Site icon IT World Canada

Cheque imaging changes could end paper process

Canada’s move to start capturing and clearing cheques electronically next year may see corporate enterprises ending the process of physically transporting cheques from their commercial customers to financial institutions.

Software providers, cheque printers and financial institutions are working to comply with specifications set out by the Canadian Payment Association (CPA), which include the addition of a numeric field date in one cheque format and a mandatory serial number encoded in the bottom of the document.

Such specifications are intended to allow images of cheques to be captured so that paper cheques can be disposed of early on in the clearing process. Sometimes referred to as truncation and electronic cheque presentment, banks would destroy the original cheque and return only its image to the account holder that signed it.
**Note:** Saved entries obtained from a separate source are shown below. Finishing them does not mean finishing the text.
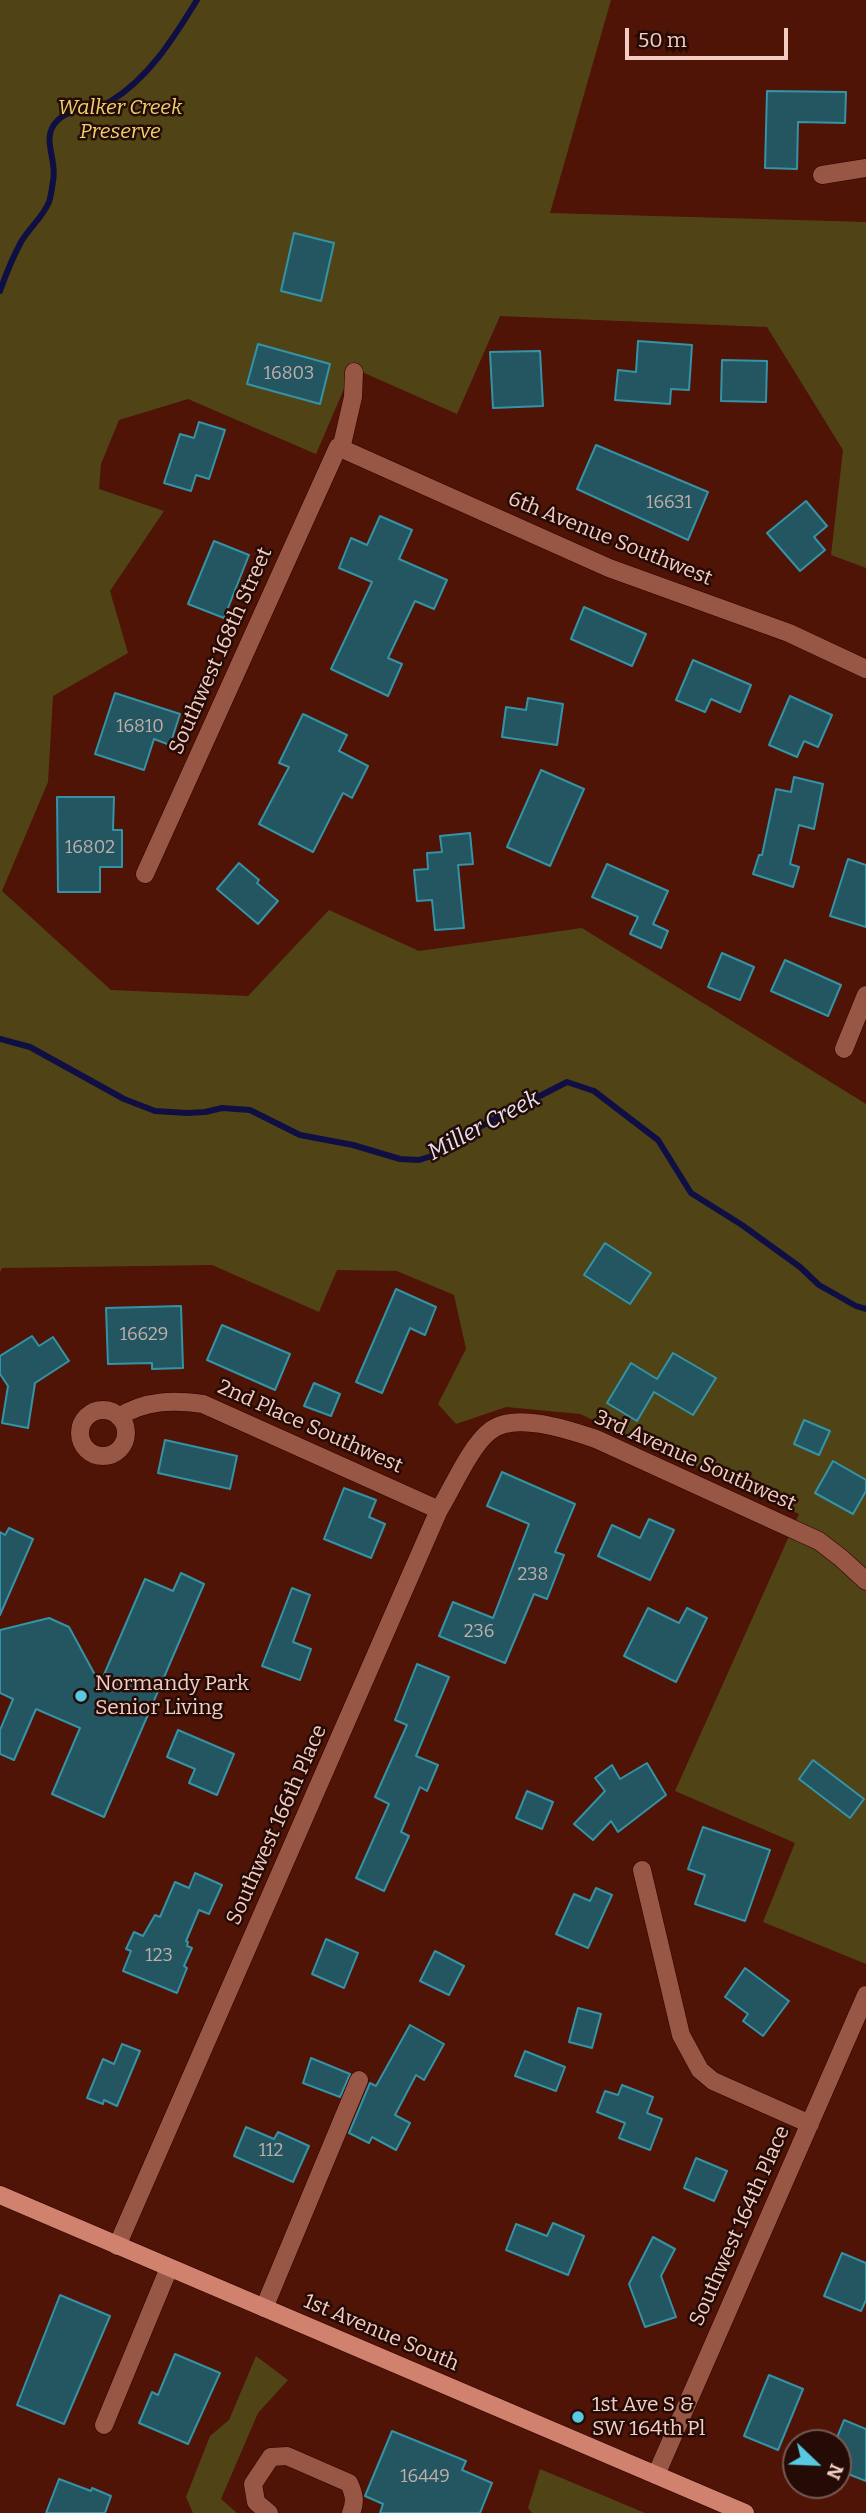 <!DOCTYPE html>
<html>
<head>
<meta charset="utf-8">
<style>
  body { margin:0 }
  #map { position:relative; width:866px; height:2513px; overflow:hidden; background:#4f1406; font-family:Bitter,serif }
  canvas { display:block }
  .north { position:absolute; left:782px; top:2429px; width:70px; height:70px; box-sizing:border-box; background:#250b06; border:2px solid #775851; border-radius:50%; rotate:113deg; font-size:19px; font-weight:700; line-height:28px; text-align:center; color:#f3ccc2 }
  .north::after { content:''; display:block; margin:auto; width:24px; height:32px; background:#57c9e2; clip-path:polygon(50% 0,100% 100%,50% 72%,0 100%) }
  .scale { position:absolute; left:625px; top:28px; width:163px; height:32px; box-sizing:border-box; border:4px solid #f3ccc2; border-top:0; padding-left:9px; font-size:21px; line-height:24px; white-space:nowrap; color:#f3ccc2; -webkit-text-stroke:5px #250b06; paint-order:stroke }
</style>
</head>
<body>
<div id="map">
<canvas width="866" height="2513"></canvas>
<div class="north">N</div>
<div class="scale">50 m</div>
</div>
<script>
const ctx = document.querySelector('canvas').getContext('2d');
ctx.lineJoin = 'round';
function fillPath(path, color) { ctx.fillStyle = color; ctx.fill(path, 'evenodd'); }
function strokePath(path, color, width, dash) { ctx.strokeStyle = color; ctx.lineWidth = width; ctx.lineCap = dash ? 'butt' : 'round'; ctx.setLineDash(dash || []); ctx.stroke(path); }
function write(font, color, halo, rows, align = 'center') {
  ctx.font = font + ' Bitter,serif'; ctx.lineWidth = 5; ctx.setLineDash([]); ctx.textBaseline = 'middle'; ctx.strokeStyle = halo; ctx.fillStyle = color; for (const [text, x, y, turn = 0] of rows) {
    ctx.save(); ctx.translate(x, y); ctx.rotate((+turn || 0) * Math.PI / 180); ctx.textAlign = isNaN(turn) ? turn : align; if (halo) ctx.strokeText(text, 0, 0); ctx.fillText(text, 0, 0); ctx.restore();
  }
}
fillPath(new Path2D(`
  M0 0H611L550 213 866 222V568L831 555 843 450 767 327 500 316 457 414 353 368 316 454 188 399 119 420 101 464 99 489 164 511 110 591 128 653 53 696 48 782 2 891 111 990 248 996 329 910 419 951 582 928 866 1104V1964L763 1922 795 1843 675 1791 799 1514 580 1414 506 1407 456 1424 438 1404 466 1349 454 1295 397 1271 337 1270 319 1312 212 1265 2 1268 0 1272Z
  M256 2356 288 2380 258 2413 221 2499 237 2513H193L186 2497 210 2436 229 2420Z
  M540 2469 645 2513H532L528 2508Z`), '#504417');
strokePath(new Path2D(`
  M0 291C6 274 13 257 21 242 29 228 43 217 49 202 51 196 52 188 53 181 58 160 40 138 57 121 71 106 95 110 111 101 150 77 174 37 197 0
  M0 1039 30 1047 124 1099 155 1111 187 1113 205 1112 222 1108 250 1110 300 1135 353 1145 400 1159 419 1160 441 1153 460 1137 567 1082 594 1091 658 1140 691 1193 742 1225 800 1267 819 1285 856 1306 866 1309`), '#0f0f43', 6);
const building = new Path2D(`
  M767 91 846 92 845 123 798 122 797 169 765 168Z
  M294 233 334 243 321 301 281 291Z
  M638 341 692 345 689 390 671 389 670 404 615 400 618 370 636 372Z
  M258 344 330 364 320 404 247 384Z
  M540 351 543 406 493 408 490 352Z
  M722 360 767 361 766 402 721 401Z
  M199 422 225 430 209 479 196 475 191 491 164 483 180 434 194 438Z
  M596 445 708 492 688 540 577 489Z
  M806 501 827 526 814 537 825 550 800 571 767 533Z
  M380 516 412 530 399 559 447 580 434 609 415 601 388 658 402 664 388 696 331 669 372 582 339 568 351 538 367 545Z
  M214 541 249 555 224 618 188 604Z
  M584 607 646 634 632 666 571 639Z
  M693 660 751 685 740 712 711 699 705 712 676 700Z
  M115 693 180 714 170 745 154 739 144 770 95 754Z
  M790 696 832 715 818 747 804 741 797 757 769 745Z
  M528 698 563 704 557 745 502 737 506 707 526 710Z
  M303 714 347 735 339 751 368 766 352 798 343 793 313 852 259 824 289 767 279 763Z
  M541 770 584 789 550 866 507 847Z
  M794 777 823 784 814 829 799 825 790 864 799 867 793 887 753 874 759 855H762L776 789 791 792Z
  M57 797H114L113 830H122V867H100V892H58Z
  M470 833 473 864 458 865 464 928 435 930 432 900 417 901 414 870 428 869 427 853 442 852 440 836Z
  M848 859 866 865V927L830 916Z
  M239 863 259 880 257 883 278 901 258 924 217 889Z
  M607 864 668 891 653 924 668 931 661 948 630 934 638 917 592 897Z
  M722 953 754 967 740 1000 708 987Z
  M785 960 841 985 828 1016 771 991Z
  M605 1243 651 1273 630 1304 584 1275Z
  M396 1289 436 1307 425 1335 410 1328 382 1393 356 1382Z
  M181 1306 183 1368 152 1369V1363L108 1364 106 1308Z
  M222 1325 290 1354 275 1390 207 1360Z
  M32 1336 39 1346 53 1337 69 1361 35 1383 28 1428 2 1423 8 1386 0 1374V1356Z
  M673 1353 716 1378 693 1415 654 1392 637 1421 607 1403 631 1363 657 1379Z
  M314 1383 340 1394 331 1416 304 1406Z
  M804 1420 830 1431 819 1455 794 1444Z
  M165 1440 237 1456 230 1489 158 1473Z
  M833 1461 866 1480V1491L853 1514 815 1493Z
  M502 1472 575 1504 555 1552 564 1555 547 1599 534 1594 505 1663 439 1636 453 1602 493 1618 529 1524 487 1506Z
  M344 1488 376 1500 369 1517 385 1524 371 1558 324 1539Z
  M649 1519 674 1530 650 1580 598 1556 612 1525 640 1538Z
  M9 1528 33 1539 0 1615V1532L5 1535Z
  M181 1573 204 1584 104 1817 52 1794 80 1728 36 1709 14 1760 0 1754V1730L13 1699 0 1693V1630L49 1618 69 1627 100 1684 145 1579 173 1591Z
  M292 1588 310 1595 293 1642 311 1649 300 1680 262 1666Z
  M648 1608 679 1623 687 1608 707 1618 676 1682 624 1656Z
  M417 1664 449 1677 416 1756 438 1765 427 1791 420 1787 401 1832 409 1836 384 1891 356 1878 389 1804 375 1797 407 1725 395 1720Z
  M178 1730 234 1754 217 1795 189 1783 195 1769 167 1757Z
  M813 1760 864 1799 850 1818 799 1779Z
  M647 1763 666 1795 618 1832 611 1821 593 1840 574 1824 605 1791 595 1778 612 1765 620 1779Z
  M527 1791 553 1802 542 1829 516 1818Z
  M703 1827 770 1850 745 1921 695 1904 705 1875 688 1869Z
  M195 1873 222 1885 209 1914 199 1910 186 1941 188 1942 187 1946 192 1948 184 1966 187 1968 177 1993 123 1971 131 1951 126 1949 134 1932 143 1936 155 1915 160 1917 175 1882 189 1888Z
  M596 1888 612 1895 588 1948 556 1934 574 1894 590 1901Z
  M326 1939 358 1953 344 1988 312 1974Z
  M435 1951 464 1966 449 1995 420 1981Z
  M745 1968 789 2001 763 2036 743 2021 748 2014 725 1997Z
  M578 2008 601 2014 592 2048 569 2042Z
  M410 2025 444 2044 424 2080 416 2075 395 2115 410 2123 396 2150 372 2137 369 2143 349 2133 370 2083 376 2086Z
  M122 2044 140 2051 117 2106 104 2100 103 2104 87 2098 103 2059 114 2064Z
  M525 2051 565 2067 556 2091 515 2076Z
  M311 2058 350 2074 340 2097 303 2083Z
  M622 2085 653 2097 647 2113 662 2119 650 2150 619 2138 625 2123 597 2112 605 2091 618 2095Z
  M246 2127 274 2139 278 2132 309 2146 293 2182 234 2156Z
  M696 2158 727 2171 714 2201 684 2188Z
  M553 2223 584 2236 568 2275 506 2250 516 2224 547 2236Z
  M653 2237 675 2249 661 2276 676 2317 645 2327 629 2284Z
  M842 2253 866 2263V2300L861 2311 824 2296Z
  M60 2295 110 2316 64 2424 17 2405Z
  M175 2354 220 2373 188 2444 139 2423 152 2392 158 2395Z
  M769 2375 803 2389 778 2450 744 2436Z
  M844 2420 866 2429V2481L838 2470V2435Z
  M392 2431 466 2461 462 2470 492 2483 480 2513H380L383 2504 365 2496Z
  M59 2479 91 2491 92 2488 111 2496 105 2513H46Z`);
fillPath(building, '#235661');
strokePath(building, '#3493a7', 2);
const minor = new Path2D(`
  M822 175 866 168
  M341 449 353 397 354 372
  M145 874 338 447 609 568 789 633 866 669
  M844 1049 866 995
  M80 1433a23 23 0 1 1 46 0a23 23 0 1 1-46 0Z
  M119 1417C145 1400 173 1400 203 1404L439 1510
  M642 1870 681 2035 700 2070 713 2081 810 2124
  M117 2246 439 1510C452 1489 471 1445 490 1431 514 1411 569 1430 596 1439L819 1541 841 1558 866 1581
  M264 2308 359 2080
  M104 2425 169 2268
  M656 2475 866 1995
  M269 2513 256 2502 253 2484 271 2457 287 2456 349 2483C354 2494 356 2501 351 2513`);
const major = new Path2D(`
  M0 2195 745 2513`);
strokePath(minor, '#2d0200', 19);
strokePath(major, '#2d0200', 19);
strokePath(minor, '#985645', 18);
strokePath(major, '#d0826e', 18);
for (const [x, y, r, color] of [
  [81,1696,7,"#57c9e2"],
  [578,2417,7,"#57c9e2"]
]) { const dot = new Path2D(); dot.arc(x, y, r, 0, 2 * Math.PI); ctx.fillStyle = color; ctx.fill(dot); strokePath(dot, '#250b06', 2.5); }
write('18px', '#bfaeaa', null, [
  ["16803",289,374],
  ["16631",669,503],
  ["16810",140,727],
  ["16802",90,848],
  ["16629",144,1335],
  ["238",533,1575],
  ["236",479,1632],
  ["123",159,1956],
  ["112",271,2151],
  ["16449",425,2477]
]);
write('italic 21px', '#ecd16c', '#250b06', [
  ["Walker Creek",120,108],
  ["Preserve",120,132]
]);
write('21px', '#f3ccc2', '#250b06', [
  ["6th Avenue Southwest",610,539,22],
  ["Southwest 168th Street",221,651,-66],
  ["2nd Place Southwest",310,1427,24],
  ["3rd Avenue Southwest",695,1461,24],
  ["Southwest 166th Place",277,1825,-66],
  ["Southwest 164th Place",740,2226,-66],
  ["1st Avenue South",381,2333,23]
]);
write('21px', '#f3ccc2', '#250b06', [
  ["Normandy Park",95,1684],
  ["Senior Living",95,1708],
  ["1st Ave S &",592,2405],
  ["SW 164th Pl",592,2429]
], 'left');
write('italic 23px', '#dfe3f5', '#250b06', [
  ["Miller Creek",484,1126,-28]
]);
</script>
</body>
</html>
The CPA is working with industry and the Department of Finance to introduce this method electronic cheque clearing.

In a report released Tuesday, IDC Canada’s Financial Insights division said electronic cheque imaging would also allow remote deposit capture, whereby financial institutions would set up a physical scanner at their commercial customers’ location, where cheques can be imaged and processed without loading paper versions on a truck.
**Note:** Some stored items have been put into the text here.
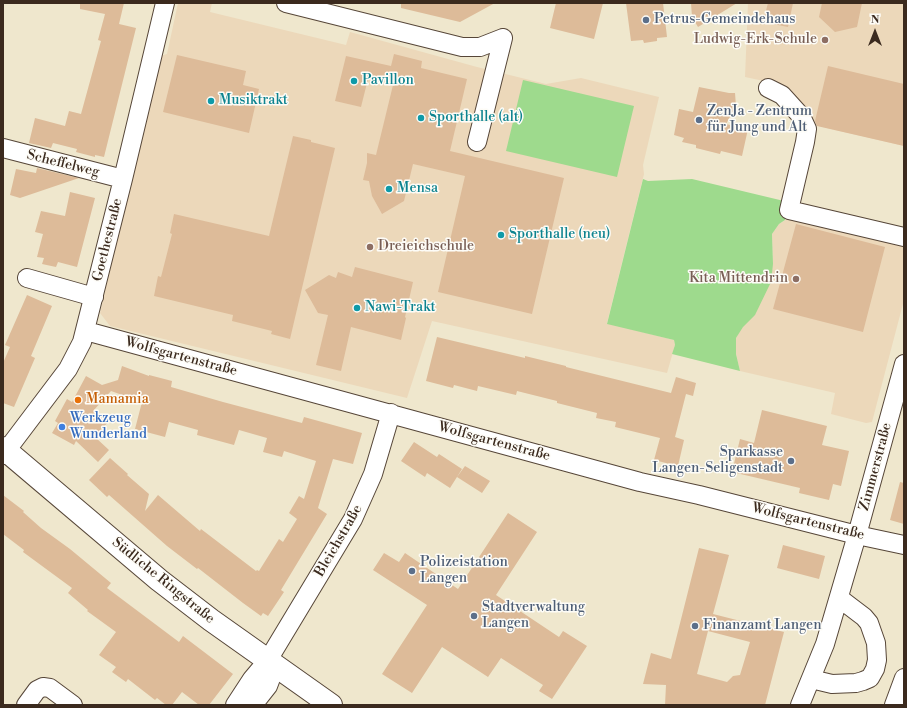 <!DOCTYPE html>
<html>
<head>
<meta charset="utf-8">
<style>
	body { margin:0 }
	#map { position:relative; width:907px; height:708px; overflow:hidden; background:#efe7cd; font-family:"Libre Bodoni",serif }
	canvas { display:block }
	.frame { position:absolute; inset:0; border:4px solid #3b2a1e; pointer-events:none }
	.north { position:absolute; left:855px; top:12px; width:40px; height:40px; -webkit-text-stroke:3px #fdfcf7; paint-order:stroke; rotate:0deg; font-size:11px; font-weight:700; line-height:16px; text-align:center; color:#3b2a1e }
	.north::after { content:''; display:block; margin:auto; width:14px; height:18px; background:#3b2a1e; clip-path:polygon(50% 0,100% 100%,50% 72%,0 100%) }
</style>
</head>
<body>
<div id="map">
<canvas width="907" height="708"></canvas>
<div class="frame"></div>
<div class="north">N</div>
</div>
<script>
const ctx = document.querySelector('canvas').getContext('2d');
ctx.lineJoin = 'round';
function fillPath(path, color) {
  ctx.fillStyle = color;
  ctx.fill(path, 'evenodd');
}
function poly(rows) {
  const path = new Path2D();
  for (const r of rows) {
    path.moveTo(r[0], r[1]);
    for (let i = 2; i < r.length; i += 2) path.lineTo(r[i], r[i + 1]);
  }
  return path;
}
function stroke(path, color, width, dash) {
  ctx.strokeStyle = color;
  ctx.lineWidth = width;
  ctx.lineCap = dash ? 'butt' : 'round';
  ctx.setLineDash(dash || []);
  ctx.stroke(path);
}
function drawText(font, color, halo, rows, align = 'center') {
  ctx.font = font + ' "Libre Bodoni",serif';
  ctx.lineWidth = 3;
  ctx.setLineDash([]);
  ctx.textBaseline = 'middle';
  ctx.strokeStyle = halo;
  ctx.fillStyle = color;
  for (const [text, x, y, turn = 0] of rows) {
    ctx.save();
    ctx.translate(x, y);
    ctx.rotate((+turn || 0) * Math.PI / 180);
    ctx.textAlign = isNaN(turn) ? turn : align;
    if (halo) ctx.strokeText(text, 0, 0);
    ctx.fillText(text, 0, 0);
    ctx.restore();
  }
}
fillPath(poly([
	[178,3,212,3,210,12,346,45,350,32,477,67,546,84,581,78,659,97,643,165,644,174,607,323,674,340,675,345,667,373,432,321,407,398,110,326,100,313,160,56,167,54],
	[748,3,904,3,904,146,814,125,778,84,745,77],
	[794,215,904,243,904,300,872,422,866,423,831,414,835,393,740,371,736,354,736,338,773,264,772,234,779,224]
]), '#ecd8ba');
fillPath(poly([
	[523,80,634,106,617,177,506,151],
	[643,179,648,181,692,179,784,201,788,205,785,220,779,224,772,234,773,264,771,282,755,315,743,327,736,338,736,354,740,371,672,354,675,345,674,340,607,324]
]), '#9eda8d');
fillPath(poly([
	[80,3,124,3,119,24,136,28,104,157,95,155,95,157,76,152,77,149,53,143,51,148,29,143,35,118,65,126,69,111,81,114,101,41,98,40,105,14,80,9],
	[401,3,495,3,460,22,401,8],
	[556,3,603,3,594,39,550,28],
	[626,3,663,3,667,37,657,38,657,41,644,43,643,40,631,41],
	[691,3,737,3,698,27,692,17],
	[768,3,793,3,788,27,763,22],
	[822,3,862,3,857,27,835,32,819,17],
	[394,54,422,61,421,68,467,79,450,151,564,178,532,314,438,292,465,176,413,164,404,201,382,214,372,196,369,181,363,180,367,163,367,153,376,155,394,81,369,75,361,107,335,101,346,56,391,66],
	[177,55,246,71,243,85,259,89,249,133,163,112],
	[828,66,904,84,904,146,817,126,815,121],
	[699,87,729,93,735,93,736,106,726,124,748,129,742,156,721,151,720,154,696,148,696,145,682,142,684,138,674,135,679,109,693,112],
	[293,136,311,140,311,142,335,148,290,339,271,334,272,331,232,321,233,315,154,296,158,276,161,277,172,234,170,233,174,214,269,236],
	[37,168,79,178,20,198,10,195,16,169,36,173],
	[70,192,95,198,77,267,58,262,56,267,42,264,44,258,37,257,43,234,35,232,41,211,65,216],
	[796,224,885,247,863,332,773,309],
	[355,267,413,282,405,317,406,318,401,340,351,327,341,371,316,365,328,315,318,313,305,290,329,275,336,278,338,272,352,277],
	[27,295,52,306,31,356,35,358,14,407,3,403,3,363,10,347,5,345],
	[437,337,525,358,525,356,566,366,566,367,671,393,676,377,696,383,693,396,686,394,675,437,684,440,678,466,654,460,660,438,615,427,616,422,596,418,597,413,557,403,557,401,517,391,516,395,478,386,477,391,454,385,453,388,426,381],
	[122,366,149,376,149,375,172,381,171,387,223,402,302,423,304,417,362,433,353,464,333,459,318,508,327,514,281,590,284,592,268,616,263,613,261,616,243,603,198,568,197,569,167,546,109,495,107,497,89,480,110,458,128,474,127,475,149,494,145,511,158,495,200,531,201,529,256,571,257,570,259,571,279,539,283,542,297,519,289,513,299,496,304,499,316,461,284,451,282,457,263,452,267,438,239,430,234,445,197,435,198,430,169,422,165,437,135,429,142,402,111,391,94,410,109,421,95,437,109,450,98,462,76,441,74,445,52,433,58,423,55,421,67,399,72,402,86,376,102,385,118,380],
	[762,410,827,426,822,445,849,451,841,486,833,484,829,500,799,493,800,488,732,472,740,439,754,443],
	[414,442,437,457,439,454,462,469,450,488,427,473,425,477,401,461],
	[465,466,490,481,482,493,457,477],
	[900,482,904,483,904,524,890,520],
	[3,495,24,511,23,512,41,528,70,549,111,583,107,588,179,642,183,636,233,674,209,705,199,705,182,692,172,705,166,705,157,698,155,700,128,679,126,682,112,672,116,667,99,655,116,632,87,611,88,610,68,593,72,588,23,552,24,550,3,534],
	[508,513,537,532,496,595,559,637,563,631,587,646,552,699,539,691,543,685,501,658,488,677,442,647,412,693,382,674,427,605,373,570,384,553,399,562,405,553,458,589],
	[783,545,825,556,819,579,777,568],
	[699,548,729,555,713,614,784,632,765,705,665,705,666,685,643,684,651,653,671,659],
	[708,631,750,642,740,675,733,676,727,682,697,674]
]), '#db9');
const minor = poly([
	[286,3,462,47,480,47,503,38],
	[768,88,782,95,801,116,807,129,805,142,789,210,904,237],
	[477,142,503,38],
	[3,148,123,179],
	[27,278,94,297],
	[86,331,640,482,699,495,857,535,904,545],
	[3,455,68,369,82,342,123,179,165,3],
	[811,679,832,684,856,683,863,681,870,678,875,669,877,660,876,643,869,623,864,617,839,598],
	[26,705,37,690,43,687,50,688,73,705],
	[235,705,252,679,268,660,353,519,373,474,391,413],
	[253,705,268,686,276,665],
	[800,705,825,644,857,535,904,364],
	[894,705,904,678]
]);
const major = poly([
	[3,448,159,580,211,620,331,705]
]);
stroke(minor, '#564638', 20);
stroke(major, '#564638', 24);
stroke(minor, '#fff', 18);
stroke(major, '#fff', 22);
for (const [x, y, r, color] of [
	[646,20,4,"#5c6f8a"],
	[825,40,4,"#8d6e63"],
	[354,81,4,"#0f9aa8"],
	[211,101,4,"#0f9aa8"],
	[421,118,4,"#0f9aa8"],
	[699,120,4,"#5c6f8a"],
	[389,189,4,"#0f9aa8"],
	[501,235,4,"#0f9aa8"],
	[370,247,4,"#8d6e63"],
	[796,279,4,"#8d6e63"],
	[357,308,4,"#0f9aa8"],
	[78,400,4,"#e8710a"],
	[62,427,4,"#3f7fe0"],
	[791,461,4,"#5c6f8a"],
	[412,571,4,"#5c6f8a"],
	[474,616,4,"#5c6f8a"],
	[695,626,4,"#5c6f8a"]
]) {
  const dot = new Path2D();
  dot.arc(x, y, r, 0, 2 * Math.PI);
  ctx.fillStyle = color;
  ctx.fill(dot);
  stroke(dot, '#fdfcf7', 1.5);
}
drawText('14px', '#4e5e75', '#fdfcf7', [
	["Petrus-Gemeindehaus",654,20],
	["ZenJa - Zentrum",707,112],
	["für Jung und Alt",707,128],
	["Sparkasse",783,453,"right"],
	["Langen-Seligenstadt",783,469,"right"],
	["Polizeistation",420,563],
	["Langen",420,579],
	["Stadtverwaltung",482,608],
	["Langen",482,624],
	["Finanzamt Langen",703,626]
], 'left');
drawText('14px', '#785e54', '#fdfcf7', [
	["Ludwig-Erk-Schule",817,40],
	["Dreieichschule",378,247,"left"],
	["Kita Mittendrin",788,279]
], 'right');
drawText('14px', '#0d838f', '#fdfcf7', [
	["Pavillon",362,81],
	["Musiktrakt",219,101],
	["Sporthalle (alt)",429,118],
	["Mensa",397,189],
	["Sporthalle (neu)",509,235],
	["Nawi-Trakt",365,308]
], 'left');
drawText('14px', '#3b2a1e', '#fdfcf7', [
	["Scheffelweg",63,164,14],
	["Goethestraße",108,240,-76],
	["Wolfsgartenstraße",181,357,15],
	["Wolfsgartenstraße",494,442,15],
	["Zimmerstraße",876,467,-75],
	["Wolfsgartenstraße",808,522,14],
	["Bleichstraße",339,541,-60],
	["Südliche Ringstraße",163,581,39]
]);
drawText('14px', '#c56008', '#fdfcf7', [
	["Mamamia",86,400]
], 'left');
drawText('14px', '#366cbe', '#fdfcf7', [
	["Werkzeug",70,419],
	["Wunderland",70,435]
], 'left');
</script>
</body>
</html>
“There’s a lot of cost in physically moving and matching these things,” said Jamie Sharp, an analyst with IDC Canada in Toronto. “(Remote deposit capture) makes it easier in dealing with the bank, as well as improves security and authentication to prevent fraud.”

Last month, the CPA issued a reminder about the specifications businesses will have to meet for new cheques. In a survey nearly two and a half years ago, most firms said they would be able to meet those requirements and use up their existing cheque supply within a year, according to CPA spokesman Roger Dowdall.

“It probably means a different cheque stock. That’s the paper supply they’re going to get from somebody else, at a minimum,” he said. “What we are really saying now (is that) if a business is getting new cheques printed, any reprints or new orders should be compatible with the new specifications.”

In 2005 Montreal-based CGI was contracted to develop an exchange control system, which would allow the transit of cheque images between banks, for $2 million. Dowdall said that system has been installed in various locations and the CPA is starting to see how well it works.

“From our perspective, because we are dealing with the clearing process, the core testing piece is the inter-financial institution testing,” he said.

Sharp said he learned, in conversation with the CPA’s CIO, that the organization is also working with Sun Microsystems and Symcor to set up a grid computing architecture to manage the demands placed upon the exchange control system.

“They had run into a number of challenges and problems. It has taken longer to get to where they are now than when they had expected,” he said, adding that the CPA lacks a wealth of best practices to follow, even though electronic cheque imaging is already happening in other countries. “Because the cheque clearing process and the entire banking market is so different from the Canadian one, there was limited opportunity to reuse and relearn from the U.S.”

Once integration testing is complete and the transition gets underway in earnest by 2009 however, Canada will be relatively ahead of the game compared to the rest of the world, Sharp said.